Return the lines below that contain the word "played".
....................
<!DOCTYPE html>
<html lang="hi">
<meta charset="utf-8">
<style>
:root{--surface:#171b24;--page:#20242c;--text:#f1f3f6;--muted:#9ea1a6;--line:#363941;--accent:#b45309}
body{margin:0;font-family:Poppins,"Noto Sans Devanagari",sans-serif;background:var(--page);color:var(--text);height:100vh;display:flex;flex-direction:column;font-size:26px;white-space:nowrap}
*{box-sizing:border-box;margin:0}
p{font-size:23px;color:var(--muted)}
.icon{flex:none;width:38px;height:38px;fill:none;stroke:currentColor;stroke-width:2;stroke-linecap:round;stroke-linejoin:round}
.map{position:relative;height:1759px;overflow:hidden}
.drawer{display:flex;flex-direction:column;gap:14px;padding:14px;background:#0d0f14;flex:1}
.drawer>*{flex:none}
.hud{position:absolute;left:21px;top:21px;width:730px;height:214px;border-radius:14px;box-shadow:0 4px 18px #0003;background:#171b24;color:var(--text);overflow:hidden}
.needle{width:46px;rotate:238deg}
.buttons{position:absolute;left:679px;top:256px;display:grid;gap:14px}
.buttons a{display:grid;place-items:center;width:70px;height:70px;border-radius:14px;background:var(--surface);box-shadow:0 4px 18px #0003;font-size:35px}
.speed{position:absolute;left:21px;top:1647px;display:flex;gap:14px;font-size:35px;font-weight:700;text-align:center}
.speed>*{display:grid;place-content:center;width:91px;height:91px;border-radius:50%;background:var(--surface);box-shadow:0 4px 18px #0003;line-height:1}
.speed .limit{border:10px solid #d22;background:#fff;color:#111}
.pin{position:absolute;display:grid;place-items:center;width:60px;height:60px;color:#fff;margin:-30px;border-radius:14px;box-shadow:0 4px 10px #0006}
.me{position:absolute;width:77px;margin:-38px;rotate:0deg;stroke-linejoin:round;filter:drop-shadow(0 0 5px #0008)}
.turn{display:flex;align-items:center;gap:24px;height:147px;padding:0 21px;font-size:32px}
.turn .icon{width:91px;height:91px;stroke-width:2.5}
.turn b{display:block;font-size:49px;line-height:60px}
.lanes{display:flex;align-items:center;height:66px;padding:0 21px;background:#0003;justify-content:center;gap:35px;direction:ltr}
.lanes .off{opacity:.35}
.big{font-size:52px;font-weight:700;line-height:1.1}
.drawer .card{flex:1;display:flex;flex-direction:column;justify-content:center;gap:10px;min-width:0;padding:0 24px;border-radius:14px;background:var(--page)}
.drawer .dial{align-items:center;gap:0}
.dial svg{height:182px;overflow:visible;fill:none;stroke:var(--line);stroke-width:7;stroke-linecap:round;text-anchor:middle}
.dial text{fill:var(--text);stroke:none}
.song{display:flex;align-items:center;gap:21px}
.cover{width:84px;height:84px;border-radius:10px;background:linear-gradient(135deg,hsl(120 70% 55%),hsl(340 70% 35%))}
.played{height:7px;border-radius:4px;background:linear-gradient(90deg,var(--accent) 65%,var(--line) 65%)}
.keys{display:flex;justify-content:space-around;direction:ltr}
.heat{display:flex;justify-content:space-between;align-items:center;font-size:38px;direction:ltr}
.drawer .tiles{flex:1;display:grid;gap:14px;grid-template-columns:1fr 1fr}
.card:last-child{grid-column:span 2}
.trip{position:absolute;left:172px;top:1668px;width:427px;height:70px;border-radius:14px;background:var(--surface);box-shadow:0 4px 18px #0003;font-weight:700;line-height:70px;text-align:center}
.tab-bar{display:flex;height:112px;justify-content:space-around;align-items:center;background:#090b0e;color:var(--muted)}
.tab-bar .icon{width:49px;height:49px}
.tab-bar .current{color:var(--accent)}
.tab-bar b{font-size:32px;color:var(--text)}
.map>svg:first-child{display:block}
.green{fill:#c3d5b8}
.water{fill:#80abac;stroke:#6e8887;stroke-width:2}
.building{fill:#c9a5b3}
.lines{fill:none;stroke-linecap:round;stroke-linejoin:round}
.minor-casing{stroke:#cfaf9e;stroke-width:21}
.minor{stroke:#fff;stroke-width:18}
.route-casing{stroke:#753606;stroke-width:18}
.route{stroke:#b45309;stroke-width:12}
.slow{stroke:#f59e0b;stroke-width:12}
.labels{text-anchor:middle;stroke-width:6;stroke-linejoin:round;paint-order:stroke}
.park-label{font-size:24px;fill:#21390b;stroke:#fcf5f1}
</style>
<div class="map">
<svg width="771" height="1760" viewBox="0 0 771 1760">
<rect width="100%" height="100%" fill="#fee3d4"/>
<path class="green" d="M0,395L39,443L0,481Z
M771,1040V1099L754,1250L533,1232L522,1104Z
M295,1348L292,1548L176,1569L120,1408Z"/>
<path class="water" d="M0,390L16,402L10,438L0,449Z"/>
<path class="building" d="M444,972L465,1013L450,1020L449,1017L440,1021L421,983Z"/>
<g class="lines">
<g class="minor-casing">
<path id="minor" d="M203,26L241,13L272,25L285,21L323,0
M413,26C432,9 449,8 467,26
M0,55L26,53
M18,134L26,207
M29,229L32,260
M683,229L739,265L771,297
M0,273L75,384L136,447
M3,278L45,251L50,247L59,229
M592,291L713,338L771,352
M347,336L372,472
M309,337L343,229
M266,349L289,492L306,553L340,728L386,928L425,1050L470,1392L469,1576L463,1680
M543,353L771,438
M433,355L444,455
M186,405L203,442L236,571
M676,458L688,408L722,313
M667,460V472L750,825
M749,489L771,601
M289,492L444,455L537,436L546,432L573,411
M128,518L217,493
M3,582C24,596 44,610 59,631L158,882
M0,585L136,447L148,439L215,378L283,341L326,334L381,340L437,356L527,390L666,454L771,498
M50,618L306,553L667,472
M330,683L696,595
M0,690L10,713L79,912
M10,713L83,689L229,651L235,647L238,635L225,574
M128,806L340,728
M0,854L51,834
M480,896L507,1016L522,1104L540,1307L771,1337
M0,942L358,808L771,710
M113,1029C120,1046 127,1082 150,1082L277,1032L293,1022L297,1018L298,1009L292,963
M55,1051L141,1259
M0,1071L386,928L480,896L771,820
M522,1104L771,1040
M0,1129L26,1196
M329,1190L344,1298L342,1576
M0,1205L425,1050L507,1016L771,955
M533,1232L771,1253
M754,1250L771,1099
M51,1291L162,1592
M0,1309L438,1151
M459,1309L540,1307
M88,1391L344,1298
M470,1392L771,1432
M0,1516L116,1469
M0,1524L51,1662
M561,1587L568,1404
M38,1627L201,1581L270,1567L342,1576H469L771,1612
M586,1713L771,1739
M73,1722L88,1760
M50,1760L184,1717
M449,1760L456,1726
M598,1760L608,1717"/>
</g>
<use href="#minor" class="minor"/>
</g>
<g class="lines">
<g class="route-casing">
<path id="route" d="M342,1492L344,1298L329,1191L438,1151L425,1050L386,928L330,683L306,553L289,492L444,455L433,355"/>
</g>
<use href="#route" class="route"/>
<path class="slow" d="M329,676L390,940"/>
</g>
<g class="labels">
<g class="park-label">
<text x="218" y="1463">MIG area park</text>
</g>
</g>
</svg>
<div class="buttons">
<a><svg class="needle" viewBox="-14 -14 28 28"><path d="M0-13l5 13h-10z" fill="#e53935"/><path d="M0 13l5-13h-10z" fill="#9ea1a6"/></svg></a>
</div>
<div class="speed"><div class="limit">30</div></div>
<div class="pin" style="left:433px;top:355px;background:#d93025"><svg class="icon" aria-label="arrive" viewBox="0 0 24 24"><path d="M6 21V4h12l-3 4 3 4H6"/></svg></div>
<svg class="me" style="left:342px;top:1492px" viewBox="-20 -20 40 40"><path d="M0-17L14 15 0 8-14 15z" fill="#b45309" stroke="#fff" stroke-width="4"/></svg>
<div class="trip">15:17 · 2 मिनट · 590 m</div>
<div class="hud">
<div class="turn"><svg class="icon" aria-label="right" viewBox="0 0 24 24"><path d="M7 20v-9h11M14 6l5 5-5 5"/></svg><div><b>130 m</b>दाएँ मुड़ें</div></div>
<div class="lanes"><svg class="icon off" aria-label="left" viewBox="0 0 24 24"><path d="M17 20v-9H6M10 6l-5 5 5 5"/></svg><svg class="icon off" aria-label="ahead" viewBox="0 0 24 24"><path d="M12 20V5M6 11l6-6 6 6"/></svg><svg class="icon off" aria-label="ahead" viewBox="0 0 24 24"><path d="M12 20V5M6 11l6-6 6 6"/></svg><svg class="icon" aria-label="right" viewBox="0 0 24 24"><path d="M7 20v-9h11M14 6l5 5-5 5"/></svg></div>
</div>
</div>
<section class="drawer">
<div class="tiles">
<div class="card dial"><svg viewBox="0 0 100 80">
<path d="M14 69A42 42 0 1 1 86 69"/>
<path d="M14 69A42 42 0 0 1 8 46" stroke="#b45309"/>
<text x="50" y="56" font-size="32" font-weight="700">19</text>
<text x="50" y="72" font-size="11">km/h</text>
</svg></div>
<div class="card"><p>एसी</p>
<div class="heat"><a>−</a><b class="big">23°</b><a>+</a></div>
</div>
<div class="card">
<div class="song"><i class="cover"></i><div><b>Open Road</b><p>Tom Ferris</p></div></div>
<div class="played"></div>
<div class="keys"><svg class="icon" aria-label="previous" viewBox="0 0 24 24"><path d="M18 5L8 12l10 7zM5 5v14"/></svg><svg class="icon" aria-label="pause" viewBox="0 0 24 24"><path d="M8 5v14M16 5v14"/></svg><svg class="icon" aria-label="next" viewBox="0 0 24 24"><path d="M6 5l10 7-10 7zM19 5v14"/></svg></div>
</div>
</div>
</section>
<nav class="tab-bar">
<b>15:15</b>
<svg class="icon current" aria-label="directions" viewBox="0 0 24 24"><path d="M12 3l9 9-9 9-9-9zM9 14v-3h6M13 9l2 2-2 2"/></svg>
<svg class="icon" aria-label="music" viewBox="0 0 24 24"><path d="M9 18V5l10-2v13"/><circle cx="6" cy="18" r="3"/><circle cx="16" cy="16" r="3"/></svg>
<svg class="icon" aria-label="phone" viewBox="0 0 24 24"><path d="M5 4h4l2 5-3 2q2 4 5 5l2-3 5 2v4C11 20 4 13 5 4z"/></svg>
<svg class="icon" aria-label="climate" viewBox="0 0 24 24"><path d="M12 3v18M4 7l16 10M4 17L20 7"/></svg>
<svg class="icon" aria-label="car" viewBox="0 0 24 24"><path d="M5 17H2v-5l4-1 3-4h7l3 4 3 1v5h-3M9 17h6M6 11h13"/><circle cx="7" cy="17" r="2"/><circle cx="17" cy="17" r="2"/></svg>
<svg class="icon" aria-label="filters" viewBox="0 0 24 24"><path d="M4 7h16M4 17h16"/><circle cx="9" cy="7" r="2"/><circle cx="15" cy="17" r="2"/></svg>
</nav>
....................
SOLUTION FOR THIS PROBLEM -
.played{height:7px;border-radius:4px;background:linear-gradient(90deg,var(--accent) 65%,var(--line) 65%)}
<div class="played"></div>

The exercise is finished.